A while back Chief Roger Peterson
explained the old tasers look, and feel much like the handguns.
He said that's how Christofar
Atak ended up getting shot in his back on Labor Day.
Officers were trying to subdue
him outside of Brandywine Apartments in northwest Rochester when
one officer pulled the gun thinking it was the taser.
Atak was in the hospital
for several weeks after the shooting. As far as policy
changes--Captain Pittenger says officers will carry the tasers
on the opposite side of the body from where the handgun is.
- Officer Who Killed Teen
Didn't Hear Call To Use Taser
- Turney Tells Investigator
He Didn't Hear Shouts
August 13, 2003, TheDenverChannel.com
DENVER -- The police officer who shot and killed
a mentally disabled teenager last month reportedly told investigators
he didn't hear anyone telling him to use a Taser stun gun to
disable the boy.
That contradicts the account
given to police by Paul Childs' mother and sister. The relatives
told police that other officers were yelling at Officer James
Turney to, "Tase him, tase him," before he fired four
shots at the 15-year-old.
Childs was shot in the front
doorway of his house on July 5 after his sister called 911 to
report that he was threatening his mother with a knife. Turney
was placed on leave with pay pending the outcome of a police
inquiry.
Transcripts of the police interviews
were expected to be given to Denver District Attorney Bill Ritter,
who will determine whether any laws were broken.

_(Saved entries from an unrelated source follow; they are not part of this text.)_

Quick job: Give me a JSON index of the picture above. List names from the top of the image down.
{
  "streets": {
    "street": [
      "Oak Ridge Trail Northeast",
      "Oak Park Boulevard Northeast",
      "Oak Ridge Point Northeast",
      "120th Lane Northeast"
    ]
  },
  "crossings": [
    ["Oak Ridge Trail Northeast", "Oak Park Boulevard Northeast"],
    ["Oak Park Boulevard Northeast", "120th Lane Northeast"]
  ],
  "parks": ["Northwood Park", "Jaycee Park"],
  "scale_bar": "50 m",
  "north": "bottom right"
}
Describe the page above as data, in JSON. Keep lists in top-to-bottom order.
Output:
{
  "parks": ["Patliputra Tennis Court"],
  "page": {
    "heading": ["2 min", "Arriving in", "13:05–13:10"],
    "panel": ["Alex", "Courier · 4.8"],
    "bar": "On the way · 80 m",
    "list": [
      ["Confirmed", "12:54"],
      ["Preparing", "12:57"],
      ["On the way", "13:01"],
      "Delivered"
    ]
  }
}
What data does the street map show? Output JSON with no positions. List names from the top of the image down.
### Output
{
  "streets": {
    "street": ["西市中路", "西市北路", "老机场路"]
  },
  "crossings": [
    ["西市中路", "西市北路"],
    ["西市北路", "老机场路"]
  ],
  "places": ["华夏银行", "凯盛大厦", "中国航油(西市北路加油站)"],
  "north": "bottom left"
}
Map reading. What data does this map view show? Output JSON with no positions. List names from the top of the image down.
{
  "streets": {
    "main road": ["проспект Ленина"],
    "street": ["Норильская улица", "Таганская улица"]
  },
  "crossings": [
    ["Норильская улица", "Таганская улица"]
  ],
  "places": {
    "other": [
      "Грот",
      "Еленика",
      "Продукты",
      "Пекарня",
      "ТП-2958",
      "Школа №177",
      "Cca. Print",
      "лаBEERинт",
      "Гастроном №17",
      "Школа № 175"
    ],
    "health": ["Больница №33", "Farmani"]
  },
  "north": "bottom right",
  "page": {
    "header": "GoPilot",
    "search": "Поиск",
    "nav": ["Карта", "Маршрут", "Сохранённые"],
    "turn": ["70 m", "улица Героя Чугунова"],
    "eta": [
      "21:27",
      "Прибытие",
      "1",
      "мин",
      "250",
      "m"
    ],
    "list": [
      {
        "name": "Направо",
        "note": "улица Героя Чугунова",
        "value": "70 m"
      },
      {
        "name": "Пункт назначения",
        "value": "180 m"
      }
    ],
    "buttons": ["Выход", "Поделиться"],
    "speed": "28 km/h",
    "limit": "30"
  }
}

According to the documents
obtained by The Denver Post, Turney said he had his left
foot on the porch and his right foot on the ground, about 5 to
7 feet from Childs, who was in the doorway.
Turney said he told Childs
to drop the knife three to five times but the teen did not respond.
He estimated that he fired his weapon about three to four seconds
after ordering Childs to drop the knife.
"Uh, we told him to drop
the knife. An' at that point he started to advance with the knife
in his hand," Turney told Lt. James Haney of the Crimes
Against Persons Bureau, according to the transcript of the interview.
Turney said that Childs had
taken three to five short, choppy steps toward the door.
Turney said he didn't retreat
because he is not required to do so. He also said he was worried
that, since he had one foot on the porch, he might have fallen
on his back and been vulnerable to attack if he backed up.
Turney's lawyer, Doug Jewell,
who was present during the interview, declined comment.
Helen Childs told police that
her son wasn't acting like himself on the day of the shooting
and that he had torn his room apart the night before.
The week of the shooting he
had been treated at the adolescent psychiatric unit at Children's
Hospital after suffering a seizure on a bus when he failed to
take medication to prevent seizures and treat attention deficit
disorder.
Helen Childs told police that
he had never threatened anyone with a knife before. She said
her son just stood over her with an old, dull knife but wasn't
pointing it at her.
She said police arrived about
two minutes after her daughter's 911 call and ordered everyone
out of the house.
She recalled four officers
with their guns drawn on her porch, one with his foot in the
door and one yelling for a Taser gun to be used. She said she
saw the red laser lights for aiming the weapons.
The interviews also reveal
that Turney and Childs had met before, as 7NEWS Investigates
first reported.
A month and a half before the
shooting, Turney said he and his partner attempted to pat down
Childs while investigating an attempted bicycle theft.
Childs was handcuffed after
he tried to pull away. Turney and his partner drove Childs home
to his mother, who reportedly told police she had trouble raising
her son.
Turney said he recognized Childs
on the day of the shooting as the teen he had returned to his
mother.
It is still not known if Turney
knew that Childs was mentally disabled.